Could every line of the data be copied out once more, exactly?

[Dataset entries]
^^^^^^^^
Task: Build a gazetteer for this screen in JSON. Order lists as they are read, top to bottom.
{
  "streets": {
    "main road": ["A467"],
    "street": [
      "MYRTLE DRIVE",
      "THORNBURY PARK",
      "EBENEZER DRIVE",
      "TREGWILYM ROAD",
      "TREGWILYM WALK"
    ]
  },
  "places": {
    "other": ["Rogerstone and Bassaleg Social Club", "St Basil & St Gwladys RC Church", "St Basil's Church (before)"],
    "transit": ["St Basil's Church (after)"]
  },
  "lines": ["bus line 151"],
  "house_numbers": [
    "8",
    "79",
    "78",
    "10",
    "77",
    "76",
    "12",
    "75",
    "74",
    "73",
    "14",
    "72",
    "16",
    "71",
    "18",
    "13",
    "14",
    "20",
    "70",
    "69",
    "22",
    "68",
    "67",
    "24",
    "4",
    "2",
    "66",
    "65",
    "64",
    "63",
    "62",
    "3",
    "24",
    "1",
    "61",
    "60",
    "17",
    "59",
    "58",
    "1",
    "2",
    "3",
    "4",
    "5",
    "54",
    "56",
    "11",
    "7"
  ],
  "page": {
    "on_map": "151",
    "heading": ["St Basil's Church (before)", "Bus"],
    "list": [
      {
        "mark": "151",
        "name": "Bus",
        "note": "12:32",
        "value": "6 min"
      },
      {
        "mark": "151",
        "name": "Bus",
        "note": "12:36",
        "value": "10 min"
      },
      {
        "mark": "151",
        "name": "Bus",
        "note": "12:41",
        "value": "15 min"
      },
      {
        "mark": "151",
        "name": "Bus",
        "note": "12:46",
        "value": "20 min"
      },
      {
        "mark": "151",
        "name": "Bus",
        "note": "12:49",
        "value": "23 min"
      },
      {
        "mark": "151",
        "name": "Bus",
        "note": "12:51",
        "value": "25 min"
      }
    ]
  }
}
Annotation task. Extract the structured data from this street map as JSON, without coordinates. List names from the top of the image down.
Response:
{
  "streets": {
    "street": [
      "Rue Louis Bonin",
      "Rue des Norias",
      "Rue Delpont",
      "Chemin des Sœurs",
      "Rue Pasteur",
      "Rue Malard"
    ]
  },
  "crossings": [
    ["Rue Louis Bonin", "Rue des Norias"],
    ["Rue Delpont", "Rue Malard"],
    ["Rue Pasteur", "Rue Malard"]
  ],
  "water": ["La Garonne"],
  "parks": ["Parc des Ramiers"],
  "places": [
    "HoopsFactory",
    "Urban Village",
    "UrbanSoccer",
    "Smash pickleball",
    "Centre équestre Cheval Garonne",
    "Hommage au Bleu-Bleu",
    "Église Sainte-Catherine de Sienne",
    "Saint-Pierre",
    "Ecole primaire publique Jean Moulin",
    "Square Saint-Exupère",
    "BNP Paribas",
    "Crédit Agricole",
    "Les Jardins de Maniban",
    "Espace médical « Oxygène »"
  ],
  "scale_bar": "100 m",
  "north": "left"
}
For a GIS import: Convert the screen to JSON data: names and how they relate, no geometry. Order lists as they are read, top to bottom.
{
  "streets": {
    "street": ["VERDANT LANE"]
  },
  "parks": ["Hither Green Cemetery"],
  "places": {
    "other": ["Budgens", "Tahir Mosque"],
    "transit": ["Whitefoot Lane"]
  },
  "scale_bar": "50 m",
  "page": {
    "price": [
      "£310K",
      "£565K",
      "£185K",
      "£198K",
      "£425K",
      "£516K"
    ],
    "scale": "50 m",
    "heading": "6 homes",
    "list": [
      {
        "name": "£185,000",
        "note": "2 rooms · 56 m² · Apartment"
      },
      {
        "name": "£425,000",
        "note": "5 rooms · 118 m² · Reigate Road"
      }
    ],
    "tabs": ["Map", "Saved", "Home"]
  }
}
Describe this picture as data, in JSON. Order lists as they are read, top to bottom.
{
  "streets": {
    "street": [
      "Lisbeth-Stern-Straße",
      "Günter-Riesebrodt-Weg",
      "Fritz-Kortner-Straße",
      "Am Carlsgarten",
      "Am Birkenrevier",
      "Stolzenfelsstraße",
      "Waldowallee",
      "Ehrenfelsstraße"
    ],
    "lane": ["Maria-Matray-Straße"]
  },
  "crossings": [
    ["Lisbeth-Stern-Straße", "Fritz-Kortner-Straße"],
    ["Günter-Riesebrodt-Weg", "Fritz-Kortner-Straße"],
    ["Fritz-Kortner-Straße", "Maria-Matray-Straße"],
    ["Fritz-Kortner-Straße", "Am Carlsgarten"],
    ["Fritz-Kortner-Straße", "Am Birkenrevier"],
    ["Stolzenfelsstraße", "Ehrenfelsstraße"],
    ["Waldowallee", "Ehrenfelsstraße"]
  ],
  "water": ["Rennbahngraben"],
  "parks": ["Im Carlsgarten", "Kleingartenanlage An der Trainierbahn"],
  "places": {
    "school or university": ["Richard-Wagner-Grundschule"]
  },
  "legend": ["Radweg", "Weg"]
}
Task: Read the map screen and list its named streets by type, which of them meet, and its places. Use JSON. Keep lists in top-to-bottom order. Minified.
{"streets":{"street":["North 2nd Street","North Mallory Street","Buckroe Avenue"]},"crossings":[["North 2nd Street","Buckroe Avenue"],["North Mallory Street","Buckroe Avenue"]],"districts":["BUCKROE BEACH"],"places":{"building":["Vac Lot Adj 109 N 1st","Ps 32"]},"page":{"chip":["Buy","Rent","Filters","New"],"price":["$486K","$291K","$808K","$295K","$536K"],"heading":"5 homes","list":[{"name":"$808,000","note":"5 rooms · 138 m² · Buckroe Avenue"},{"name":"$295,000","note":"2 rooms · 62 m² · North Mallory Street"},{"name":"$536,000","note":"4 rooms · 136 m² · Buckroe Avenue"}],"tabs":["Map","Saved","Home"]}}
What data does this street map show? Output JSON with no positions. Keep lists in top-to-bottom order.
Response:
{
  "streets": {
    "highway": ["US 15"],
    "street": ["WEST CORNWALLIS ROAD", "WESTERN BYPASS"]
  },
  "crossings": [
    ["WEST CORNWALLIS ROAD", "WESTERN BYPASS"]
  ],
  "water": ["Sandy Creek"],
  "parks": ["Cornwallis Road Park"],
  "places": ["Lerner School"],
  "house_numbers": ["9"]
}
^^^^^^^^
→ **Response**:
Task: Build a gazetteer for this screen in JSON. Order lists as they are read, top to bottom.
{
  "streets": {
    "main road": ["A467"],
    "street": [
      "MYRTLE DRIVE",
      "THORNBURY PARK",
      "EBENEZER DRIVE",
      "TREGWILYM ROAD",
      "TREGWILYM WALK"
    ]
  },
  "places": {
    "other": ["Rogerstone and Bassaleg Social Club", "St Basil & St Gwladys RC Church", "St Basil's Church (before)"],
    "transit": ["St Basil's Church (after)"]
  },
  "lines": ["bus line 151"],
  "house_numbers": [
    "8",
    "79",
    "78",
    "10",
    "77",
    "76",
    "12",
    "75",
    "74",
    "73",
    "14",
    "72",
    "16",
    "71",
    "18",
    "13",
    "14",
    "20",
    "70",
    "69",
    "22",
    "68",
    "67",
    "24",
    "4",
    "2",
    "66",
    "65",
    "64",
    "63",
    "62",
    "3",
    "24",
    "1",
    "61",
    "60",
    "17",
    "59",
    "58",
    "1",
    "2",
    "3",
    "4",
    "5",
    "54",
    "56",
    "11",
    "7"
  ],
  "page": {
    "on_map": "151",
    "heading": ["St Basil's Church (before)", "Bus"],
    "list": [
      {
        "mark": "151",
        "name": "Bus",
        "note": "12:32",
        "value": "6 min"
      },
      {
        "mark": "151",
        "name": "Bus",
        "note": "12:36",
        "value": "10 min"
      },
      {
        "mark": "151",
        "name": "Bus",
        "note": "12:41",
        "value": "15 min"
      },
      {
        "mark": "151",
        "name": "Bus",
        "note": "12:46",
        "value": "20 min"
      },
      {
        "mark": "151",
        "name": "Bus",
        "note": "12:49",
        "value": "23 min"
      },
      {
        "mark": "151",
        "name": "Bus",
        "note": "12:51",
        "value": "25 min"
      }
    ]
  }
}
Annotation task. Extract the structured data from this street map as JSON, without coordinates. List names from the top of the image down.
Response:
{
  "streets": {
    "street": [
      "Rue Louis Bonin",
      "Rue des Norias",
      "Rue Delpont",
      "Chemin des Sœurs",
      "Rue Pasteur",
      "Rue Malard"
    ]
  },
  "crossings": [
    ["Rue Louis Bonin", "Rue des Norias"],
    ["Rue Delpont", "Rue Malard"],
    ["Rue Pasteur", "Rue Malard"]
  ],
  "water": ["La Garonne"],
  "parks": ["Parc des Ramiers"],
  "places": [
    "HoopsFactory",
    "Urban Village",
    "UrbanSoccer",
    "Smash pickleball",
    "Centre équestre Cheval Garonne",
    "Hommage au Bleu-Bleu",
    "Église Sainte-Catherine de Sienne",
    "Saint-Pierre",
    "Ecole primaire publique Jean Moulin",
    "Square Saint-Exupère",
    "BNP Paribas",
    "Crédit Agricole",
    "Les Jardins de Maniban",
    "Espace médical « Oxygène »"
  ],
  "scale_bar": "100 m",
  "north": "left"
}
For a GIS import: Convert the screen to JSON data: names and how they relate, no geometry. Order lists as they are read, top to bottom.
{
  "streets": {
    "street": ["VERDANT LANE"]
  },
  "parks": ["Hither Green Cemetery"],
  "places": {
    "other": ["Budgens", "Tahir Mosque"],
    "transit": ["Whitefoot Lane"]
  },
  "scale_bar": "50 m",
  "page": {
    "price": [
      "£310K",
      "£565K",
      "£185K",
      "£198K",
      "£425K",
      "£516K"
    ],
    "scale": "50 m",
    "heading": "6 homes",
    "list": [
      {
        "name": "£185,000",
        "note": "2 rooms · 56 m² · Apartment"
      },
      {
        "name": "£425,000",
        "note": "5 rooms · 118 m² · Reigate Road"
      }
    ],
    "tabs": ["Map", "Saved", "Home"]
  }
}
Describe this picture as data, in JSON. Order lists as they are read, top to bottom.
{
  "streets": {
    "street": [
      "Lisbeth-Stern-Straße",
      "Günter-Riesebrodt-Weg",
      "Fritz-Kortner-Straße",
      "Am Carlsgarten",
      "Am Birkenrevier",
      "Stolzenfelsstraße",
      "Waldowallee",
      "Ehrenfelsstraße"
    ],
    "lane": ["Maria-Matray-Straße"]
  },
  "crossings": [
    ["Lisbeth-Stern-Straße", "Fritz-Kortner-Straße"],
    ["Günter-Riesebrodt-Weg", "Fritz-Kortner-Straße"],
    ["Fritz-Kortner-Straße", "Maria-Matray-Straße"],
    ["Fritz-Kortner-Straße", "Am Carlsgarten"],
    ["Fritz-Kortner-Straße", "Am Birkenrevier"],
    ["Stolzenfelsstraße", "Ehrenfelsstraße"],
    ["Waldowallee", "Ehrenfelsstraße"]
  ],
  "water": ["Rennbahngraben"],
  "parks": ["Im Carlsgarten", "Kleingartenanlage An der Trainierbahn"],
  "places": {
    "school or university": ["Richard-Wagner-Grundschule"]
  },
  "legend": ["Radweg", "Weg"]
}
Task: Read the map screen and list its named streets by type, which of them meet, and its places. Use JSON. Keep lists in top-to-bottom order. Minified.
{"streets":{"street":["North 2nd Street","North Mallory Street","Buckroe Avenue"]},"crossings":[["North 2nd Street","Buckroe Avenue"],["North Mallory Street","Buckroe Avenue"]],"districts":["BUCKROE BEACH"],"places":{"building":["Vac Lot Adj 109 N 1st","Ps 32"]},"page":{"chip":["Buy","Rent","Filters","New"],"price":["$486K","$291K","$808K","$295K","$536K"],"heading":"5 homes","list":[{"name":"$808,000","note":"5 rooms · 138 m² · Buckroe Avenue"},{"name":"$295,000","note":"2 rooms · 62 m² · North Mallory Street"},{"name":"$536,000","note":"4 rooms · 136 m² · Buckroe Avenue"}],"tabs":["Map","Saved","Home"]}}
What data does this street map show? Output JSON with no positions. Keep lists in top-to-bottom order.
Response:
{
  "streets": {
    "highway": ["US 15"],
    "street": ["WEST CORNWALLIS ROAD", "WESTERN BYPASS"]
  },
  "crossings": [
    ["WEST CORNWALLIS ROAD", "WESTERN BYPASS"]
  ],
  "water": ["Sandy Creek"],
  "parks": ["Cornwallis Road Park"],
  "places": ["Lerner School"],
  "house_numbers": ["9"]
}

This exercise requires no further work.